Previous posts on this issue can be found here, here, and here. This post continues the discussion of the history of public education in America.
The third trend which influenced education in America was the Industrial Revolution. During the mid-1800’s school enrollment rates rose dramatically. There were two basic reasons for the increase in enrollment. First, common schools were established in newly settled regions and more academies were established throughout the nation. In other words, more schools were established which brought greater enrollment.
Second, the technological and economic developments brought more students. This affected education in three ways. First, new printing methods made textbooks easier to print. Second, young women who wanted independence and relief from domestic life in between their years as daughters and young women began to teach in the new schools. It was believed that by their “nature” they were suited to teach. Not only that but there were not a lot of opportunities for women to work outside the home and they were willing to work for low wages. Again, in the mid-1800’s there was a dramatic decrease in the number of male teachers and a dramatic increase in the number of female teachers. Third, the flood of immigrants to the cities affected the educational system in many ways. Both parents often worked which left the children a major social concern. The schools were looked upon to break down the cultural differences and make good citizens out of them.
With the mandatory school attendance laws being passed in many cities there was a large influx of children into the schools. The one room schools with a wide range of subject matters taught to a wide spectrum of ages was seen as inadequate and insufficient. The demand for a skilled work force also contributed to the development of new methods to train and sort individuals for particular occupations. These methods included vocational guidance, dividing course work into separate subjects, grouping students by ability, and the creation of the high school.

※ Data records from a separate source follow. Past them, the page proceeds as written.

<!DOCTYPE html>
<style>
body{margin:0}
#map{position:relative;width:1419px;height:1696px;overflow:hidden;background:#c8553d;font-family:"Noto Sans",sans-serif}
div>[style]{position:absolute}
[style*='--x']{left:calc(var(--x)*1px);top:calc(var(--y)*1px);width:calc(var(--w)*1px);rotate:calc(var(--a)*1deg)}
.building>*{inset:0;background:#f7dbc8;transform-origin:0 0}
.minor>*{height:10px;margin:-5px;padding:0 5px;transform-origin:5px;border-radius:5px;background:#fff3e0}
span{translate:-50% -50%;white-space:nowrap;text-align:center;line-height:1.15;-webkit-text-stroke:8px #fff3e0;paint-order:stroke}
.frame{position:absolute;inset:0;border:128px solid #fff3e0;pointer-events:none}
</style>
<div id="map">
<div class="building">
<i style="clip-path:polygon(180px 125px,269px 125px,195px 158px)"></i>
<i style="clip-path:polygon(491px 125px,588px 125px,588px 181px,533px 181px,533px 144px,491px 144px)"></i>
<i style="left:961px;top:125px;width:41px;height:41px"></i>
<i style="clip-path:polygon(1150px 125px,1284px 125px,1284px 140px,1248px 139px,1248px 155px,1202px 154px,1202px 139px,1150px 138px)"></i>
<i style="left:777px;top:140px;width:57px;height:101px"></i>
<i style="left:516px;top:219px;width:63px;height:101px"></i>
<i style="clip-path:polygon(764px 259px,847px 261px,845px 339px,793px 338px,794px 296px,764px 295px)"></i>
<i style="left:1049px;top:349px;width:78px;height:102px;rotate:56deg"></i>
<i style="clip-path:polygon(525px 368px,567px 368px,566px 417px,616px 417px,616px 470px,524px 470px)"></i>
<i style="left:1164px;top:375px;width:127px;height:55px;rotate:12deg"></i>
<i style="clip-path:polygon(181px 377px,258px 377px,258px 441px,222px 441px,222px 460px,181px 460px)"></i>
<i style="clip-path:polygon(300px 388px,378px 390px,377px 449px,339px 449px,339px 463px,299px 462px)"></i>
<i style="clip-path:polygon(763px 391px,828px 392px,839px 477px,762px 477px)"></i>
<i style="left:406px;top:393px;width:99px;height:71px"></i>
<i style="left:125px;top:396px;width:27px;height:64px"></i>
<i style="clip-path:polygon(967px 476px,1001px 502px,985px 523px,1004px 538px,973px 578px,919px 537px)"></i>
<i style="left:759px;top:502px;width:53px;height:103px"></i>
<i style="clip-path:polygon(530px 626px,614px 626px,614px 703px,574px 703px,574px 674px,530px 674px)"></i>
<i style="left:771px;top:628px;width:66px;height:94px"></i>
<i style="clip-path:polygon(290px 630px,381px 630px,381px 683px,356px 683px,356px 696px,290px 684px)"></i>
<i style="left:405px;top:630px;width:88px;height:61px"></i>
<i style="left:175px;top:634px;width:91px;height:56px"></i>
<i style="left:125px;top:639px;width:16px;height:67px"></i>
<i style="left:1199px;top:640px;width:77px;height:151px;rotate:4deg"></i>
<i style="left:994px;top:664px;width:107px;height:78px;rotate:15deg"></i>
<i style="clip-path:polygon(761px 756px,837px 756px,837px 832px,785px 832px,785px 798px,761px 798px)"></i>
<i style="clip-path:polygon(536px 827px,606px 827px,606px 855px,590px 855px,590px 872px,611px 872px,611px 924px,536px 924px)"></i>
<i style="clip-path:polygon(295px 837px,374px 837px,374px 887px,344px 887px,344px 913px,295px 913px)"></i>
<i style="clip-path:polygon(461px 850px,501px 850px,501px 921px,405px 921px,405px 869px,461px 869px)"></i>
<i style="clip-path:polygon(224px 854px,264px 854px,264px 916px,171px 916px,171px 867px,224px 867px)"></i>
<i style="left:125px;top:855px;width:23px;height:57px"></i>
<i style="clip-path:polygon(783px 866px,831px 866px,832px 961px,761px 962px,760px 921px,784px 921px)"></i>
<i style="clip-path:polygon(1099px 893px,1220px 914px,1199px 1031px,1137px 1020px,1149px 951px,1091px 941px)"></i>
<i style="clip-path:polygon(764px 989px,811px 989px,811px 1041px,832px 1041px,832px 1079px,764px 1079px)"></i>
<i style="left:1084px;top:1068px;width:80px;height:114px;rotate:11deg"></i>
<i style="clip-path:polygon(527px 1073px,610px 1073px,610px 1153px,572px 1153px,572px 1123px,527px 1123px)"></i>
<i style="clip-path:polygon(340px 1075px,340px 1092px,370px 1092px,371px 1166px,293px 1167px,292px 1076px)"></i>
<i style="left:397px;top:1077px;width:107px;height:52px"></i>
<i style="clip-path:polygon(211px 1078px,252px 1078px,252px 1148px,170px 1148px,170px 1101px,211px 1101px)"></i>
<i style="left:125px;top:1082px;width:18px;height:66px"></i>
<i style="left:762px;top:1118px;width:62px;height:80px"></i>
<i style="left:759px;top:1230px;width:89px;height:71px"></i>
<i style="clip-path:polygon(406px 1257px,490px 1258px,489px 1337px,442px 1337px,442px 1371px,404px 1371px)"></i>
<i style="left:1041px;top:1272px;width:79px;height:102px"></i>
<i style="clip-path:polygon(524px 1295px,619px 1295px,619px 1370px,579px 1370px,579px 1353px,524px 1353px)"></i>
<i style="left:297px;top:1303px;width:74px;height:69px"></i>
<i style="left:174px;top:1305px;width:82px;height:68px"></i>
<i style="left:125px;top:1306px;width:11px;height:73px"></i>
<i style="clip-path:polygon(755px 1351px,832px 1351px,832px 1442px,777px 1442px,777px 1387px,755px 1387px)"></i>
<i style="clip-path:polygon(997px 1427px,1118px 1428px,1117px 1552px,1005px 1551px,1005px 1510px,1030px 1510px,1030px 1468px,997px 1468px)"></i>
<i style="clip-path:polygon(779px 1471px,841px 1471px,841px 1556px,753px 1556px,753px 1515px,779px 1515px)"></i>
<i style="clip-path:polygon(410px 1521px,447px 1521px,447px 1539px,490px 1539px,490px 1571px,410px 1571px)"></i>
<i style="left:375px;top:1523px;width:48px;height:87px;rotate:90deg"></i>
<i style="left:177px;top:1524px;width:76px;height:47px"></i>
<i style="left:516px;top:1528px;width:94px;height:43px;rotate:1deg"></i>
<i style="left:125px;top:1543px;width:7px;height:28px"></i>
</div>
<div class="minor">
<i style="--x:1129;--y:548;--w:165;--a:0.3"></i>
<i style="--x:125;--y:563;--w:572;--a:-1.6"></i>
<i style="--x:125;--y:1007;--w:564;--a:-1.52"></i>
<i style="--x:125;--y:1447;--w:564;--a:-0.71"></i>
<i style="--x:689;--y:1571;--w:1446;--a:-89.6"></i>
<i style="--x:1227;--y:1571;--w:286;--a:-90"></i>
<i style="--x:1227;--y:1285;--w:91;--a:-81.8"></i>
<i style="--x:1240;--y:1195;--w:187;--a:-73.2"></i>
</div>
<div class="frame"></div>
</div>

The fourth trend was the “common school movement.” In the 1800’s people such as the Unitarian Horace Mann and others, who often called themselves “friends of education,” led a campaign to extend elementary education to all white children (we must remember that slavery was still in existence at this time). They lobbied for public control of schools, arguing that education was necessary for the economic development of the nation. They took hold of the millennialist teaching which was common (a pessimistic view which said the end of the world was near – some were even predicting dates) and put forth this new educational agenda as the answer to most of societies ills.
By the time of the Civil War a number of schools had their calendars, curricula, and finances regularized. An increasing number of state legislatures authorized the creation of state boards of education (which increased the systematizing of education). In 1860 the literacy rate among the white adult population was about 90%. This was about the same as 100 years earlier (around the time of the Revolutionary War).
Robert Owen published an essay in 1816 which set forth a plan for a national system of education in England. Many American educators hailed the plan. Orests A. Brownson (1803-1876), who was a follower of Owen, wrote in his autobiography: “[Our] great objective was to get rid of Christianity, and to convert our churches into halls of science. The plan was not to make open attacks on religion…but to establish a system of state -we said national – schools, from which all religion was to be excluded, in which nothing was to be taught but such knowledge as is verifiable by the senses, and to which all parents were to be compelled by law to send their children.”
The design was to bring about a “common” education experience through a secular curriculum, compulsory attendance, common school building, and instruction by a trained teaching professional.
Horace Mann, later called “the father of the common school” said: “What the church has been for medieval man, the public school must become for democratic and rational man. God would be replaced by the concept of the public good.” He said that he wanted to establish “a new religion, with the state as its true church, and education as its Messiah.” This movement was resisted by many in America, sometimes with armed revolt. Evan as late as the 1880’s some towns used militia to enforce public school laws.